襲われちゃう女の子
第3章 家庭教師のアルバイト
大学に入って初めてのアルバイトは家庭教師の仕事だった。
私が担当した初めての家。とても緊張していたけれどお母さんが優しくて安心した。
しかし問題なのが生徒の方である。
桐生廉くん、高校二年生の男の子。
この子がなかなか曲者で大変苦労しているのである。
「廉くん……」
「……」
こうして廉くんと机に向かって一時間が経った。それなのに彼のシャーペンは一度も動いていない。
「どうして勉強してくれないの?」
困り果てた私の問いに彼の黒い瞳がこちらを向いた。
「だってする必要がないから。俺頭いいしね」
「それは分かるけど。
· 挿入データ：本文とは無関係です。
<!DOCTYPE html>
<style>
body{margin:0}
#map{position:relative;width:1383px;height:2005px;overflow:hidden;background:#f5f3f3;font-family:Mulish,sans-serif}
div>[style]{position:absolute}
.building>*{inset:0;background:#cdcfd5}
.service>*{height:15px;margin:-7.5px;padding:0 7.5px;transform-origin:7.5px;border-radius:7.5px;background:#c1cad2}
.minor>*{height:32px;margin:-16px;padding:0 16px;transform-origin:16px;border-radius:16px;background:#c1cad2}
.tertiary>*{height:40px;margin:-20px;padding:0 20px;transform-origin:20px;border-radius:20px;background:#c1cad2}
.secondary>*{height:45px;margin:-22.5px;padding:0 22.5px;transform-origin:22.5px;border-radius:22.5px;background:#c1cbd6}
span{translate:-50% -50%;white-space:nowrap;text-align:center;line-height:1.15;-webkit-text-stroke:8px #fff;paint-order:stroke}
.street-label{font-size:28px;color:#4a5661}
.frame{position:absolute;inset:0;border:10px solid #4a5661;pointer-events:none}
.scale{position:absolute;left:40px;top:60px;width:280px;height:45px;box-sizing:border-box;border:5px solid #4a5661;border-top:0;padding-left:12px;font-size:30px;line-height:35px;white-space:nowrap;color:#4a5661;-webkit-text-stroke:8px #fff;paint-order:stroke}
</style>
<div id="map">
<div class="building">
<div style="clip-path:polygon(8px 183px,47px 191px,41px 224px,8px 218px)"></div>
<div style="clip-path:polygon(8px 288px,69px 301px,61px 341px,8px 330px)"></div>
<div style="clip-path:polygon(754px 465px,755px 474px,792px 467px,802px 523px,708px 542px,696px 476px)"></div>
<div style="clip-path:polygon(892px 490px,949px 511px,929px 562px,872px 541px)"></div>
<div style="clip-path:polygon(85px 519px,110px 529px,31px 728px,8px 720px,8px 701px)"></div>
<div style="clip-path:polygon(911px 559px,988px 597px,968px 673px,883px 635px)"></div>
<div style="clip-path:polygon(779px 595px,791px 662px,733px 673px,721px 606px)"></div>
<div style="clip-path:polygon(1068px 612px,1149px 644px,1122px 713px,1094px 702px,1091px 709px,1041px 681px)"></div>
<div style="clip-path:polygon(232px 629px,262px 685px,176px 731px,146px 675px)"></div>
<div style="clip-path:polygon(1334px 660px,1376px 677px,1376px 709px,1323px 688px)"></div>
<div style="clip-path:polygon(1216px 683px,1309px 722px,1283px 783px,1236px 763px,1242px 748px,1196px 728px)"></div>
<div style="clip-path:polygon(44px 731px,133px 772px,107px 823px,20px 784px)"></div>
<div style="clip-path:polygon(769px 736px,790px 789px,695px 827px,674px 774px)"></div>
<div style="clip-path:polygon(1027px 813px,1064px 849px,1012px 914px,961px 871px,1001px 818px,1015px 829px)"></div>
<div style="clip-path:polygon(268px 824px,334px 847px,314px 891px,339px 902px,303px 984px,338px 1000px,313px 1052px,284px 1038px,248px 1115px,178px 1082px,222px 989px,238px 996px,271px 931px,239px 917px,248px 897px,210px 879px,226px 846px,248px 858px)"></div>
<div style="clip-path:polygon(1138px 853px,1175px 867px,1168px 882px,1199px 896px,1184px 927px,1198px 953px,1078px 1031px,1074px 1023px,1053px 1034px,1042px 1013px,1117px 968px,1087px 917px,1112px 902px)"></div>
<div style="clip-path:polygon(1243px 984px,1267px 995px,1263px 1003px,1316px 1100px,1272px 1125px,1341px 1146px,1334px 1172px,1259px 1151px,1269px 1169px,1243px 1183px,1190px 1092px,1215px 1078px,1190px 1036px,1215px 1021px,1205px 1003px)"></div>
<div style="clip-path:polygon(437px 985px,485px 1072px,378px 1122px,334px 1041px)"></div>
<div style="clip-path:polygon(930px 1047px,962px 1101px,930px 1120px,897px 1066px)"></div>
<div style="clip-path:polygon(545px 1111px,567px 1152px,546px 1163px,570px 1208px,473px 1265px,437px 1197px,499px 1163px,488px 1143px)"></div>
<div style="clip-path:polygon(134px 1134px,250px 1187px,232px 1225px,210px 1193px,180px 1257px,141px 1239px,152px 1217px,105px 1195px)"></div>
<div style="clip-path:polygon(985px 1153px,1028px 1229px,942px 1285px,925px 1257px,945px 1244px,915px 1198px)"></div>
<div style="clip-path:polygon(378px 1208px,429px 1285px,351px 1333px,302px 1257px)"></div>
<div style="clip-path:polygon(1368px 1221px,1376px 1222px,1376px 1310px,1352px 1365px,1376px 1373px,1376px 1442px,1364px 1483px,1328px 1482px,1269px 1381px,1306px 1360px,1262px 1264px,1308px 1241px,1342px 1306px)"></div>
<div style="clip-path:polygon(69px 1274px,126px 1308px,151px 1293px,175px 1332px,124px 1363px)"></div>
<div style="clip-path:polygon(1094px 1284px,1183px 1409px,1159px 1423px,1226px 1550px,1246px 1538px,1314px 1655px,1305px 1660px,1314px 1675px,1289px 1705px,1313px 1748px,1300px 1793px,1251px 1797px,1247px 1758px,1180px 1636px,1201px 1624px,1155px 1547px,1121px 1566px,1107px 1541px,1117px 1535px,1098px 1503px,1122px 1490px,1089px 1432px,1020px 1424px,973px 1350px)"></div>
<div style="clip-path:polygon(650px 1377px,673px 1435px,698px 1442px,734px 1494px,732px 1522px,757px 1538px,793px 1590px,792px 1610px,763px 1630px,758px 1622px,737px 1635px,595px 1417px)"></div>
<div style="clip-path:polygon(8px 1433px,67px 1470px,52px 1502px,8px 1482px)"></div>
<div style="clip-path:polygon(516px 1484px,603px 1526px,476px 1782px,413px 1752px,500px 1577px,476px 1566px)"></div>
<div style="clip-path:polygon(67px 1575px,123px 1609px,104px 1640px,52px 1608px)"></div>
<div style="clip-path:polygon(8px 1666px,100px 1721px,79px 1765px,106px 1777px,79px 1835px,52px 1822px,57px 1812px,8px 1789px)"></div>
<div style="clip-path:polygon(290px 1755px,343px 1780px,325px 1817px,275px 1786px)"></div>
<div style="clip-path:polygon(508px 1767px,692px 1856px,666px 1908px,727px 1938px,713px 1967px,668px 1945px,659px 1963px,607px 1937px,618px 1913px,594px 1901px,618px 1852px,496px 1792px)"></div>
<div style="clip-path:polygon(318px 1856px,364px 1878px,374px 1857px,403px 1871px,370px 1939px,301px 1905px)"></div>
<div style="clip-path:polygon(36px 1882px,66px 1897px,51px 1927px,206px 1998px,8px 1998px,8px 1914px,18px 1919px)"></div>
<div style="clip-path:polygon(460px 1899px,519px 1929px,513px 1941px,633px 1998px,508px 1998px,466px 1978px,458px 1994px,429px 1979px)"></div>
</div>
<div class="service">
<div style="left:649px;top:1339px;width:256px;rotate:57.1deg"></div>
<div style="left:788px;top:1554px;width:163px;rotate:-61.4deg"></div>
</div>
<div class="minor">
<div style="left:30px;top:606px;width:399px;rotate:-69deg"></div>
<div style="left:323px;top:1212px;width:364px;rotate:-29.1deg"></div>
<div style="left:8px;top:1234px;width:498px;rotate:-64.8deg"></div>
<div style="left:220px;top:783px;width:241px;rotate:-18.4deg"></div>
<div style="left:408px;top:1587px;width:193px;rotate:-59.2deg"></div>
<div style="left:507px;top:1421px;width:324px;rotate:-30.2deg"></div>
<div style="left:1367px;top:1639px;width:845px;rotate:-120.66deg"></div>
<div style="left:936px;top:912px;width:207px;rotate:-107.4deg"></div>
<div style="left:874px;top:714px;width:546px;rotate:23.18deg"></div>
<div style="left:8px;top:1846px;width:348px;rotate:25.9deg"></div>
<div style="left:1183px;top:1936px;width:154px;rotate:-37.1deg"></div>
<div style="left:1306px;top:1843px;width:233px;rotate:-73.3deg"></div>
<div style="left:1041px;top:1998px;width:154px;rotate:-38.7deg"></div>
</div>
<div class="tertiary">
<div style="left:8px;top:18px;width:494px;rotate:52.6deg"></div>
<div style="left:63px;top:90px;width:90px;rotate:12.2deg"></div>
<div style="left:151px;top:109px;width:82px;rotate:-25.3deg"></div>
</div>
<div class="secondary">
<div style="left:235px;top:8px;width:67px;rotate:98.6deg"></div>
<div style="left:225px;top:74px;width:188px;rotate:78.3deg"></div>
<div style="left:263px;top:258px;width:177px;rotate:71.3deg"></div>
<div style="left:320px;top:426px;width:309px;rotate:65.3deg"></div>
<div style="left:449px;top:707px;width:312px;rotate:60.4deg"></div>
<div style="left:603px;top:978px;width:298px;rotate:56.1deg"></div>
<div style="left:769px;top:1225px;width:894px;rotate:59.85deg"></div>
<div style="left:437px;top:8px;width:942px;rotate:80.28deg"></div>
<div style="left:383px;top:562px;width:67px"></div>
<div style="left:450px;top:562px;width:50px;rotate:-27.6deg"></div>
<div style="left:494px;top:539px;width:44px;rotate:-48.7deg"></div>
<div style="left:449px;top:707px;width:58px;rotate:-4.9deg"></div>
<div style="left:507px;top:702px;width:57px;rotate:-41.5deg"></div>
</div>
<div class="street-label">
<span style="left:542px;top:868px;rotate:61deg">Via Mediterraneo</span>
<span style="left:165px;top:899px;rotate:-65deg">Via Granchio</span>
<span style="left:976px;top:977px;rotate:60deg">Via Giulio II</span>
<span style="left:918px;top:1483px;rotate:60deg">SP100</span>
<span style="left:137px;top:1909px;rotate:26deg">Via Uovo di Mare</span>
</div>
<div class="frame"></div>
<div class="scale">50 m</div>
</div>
でも私一応お金貰ってて」
「いいじゃん、美奈子ちゃんは何もしなくてもお金貰えるんだよ?」
「……」
年下の高校生に翻弄される自分が情けない。
そういうことじゃなくてね?、と彼を説得するように話し掛ける。
「そういうことじゃなくて、廉くんには勉強する楽しさとか解けたときの嬉しさとか、そういうのを味わって欲しいの」
「なんでそんな面倒くさいことしなきゃいけないの」
「とにかく、一緒に勉強しよ?」
「……」
彼ははぁと溜息を吐くとそっぽを向いてしまった。
どうしよう、今日もまた一回も問題を解かずに終わっちゃうのかな。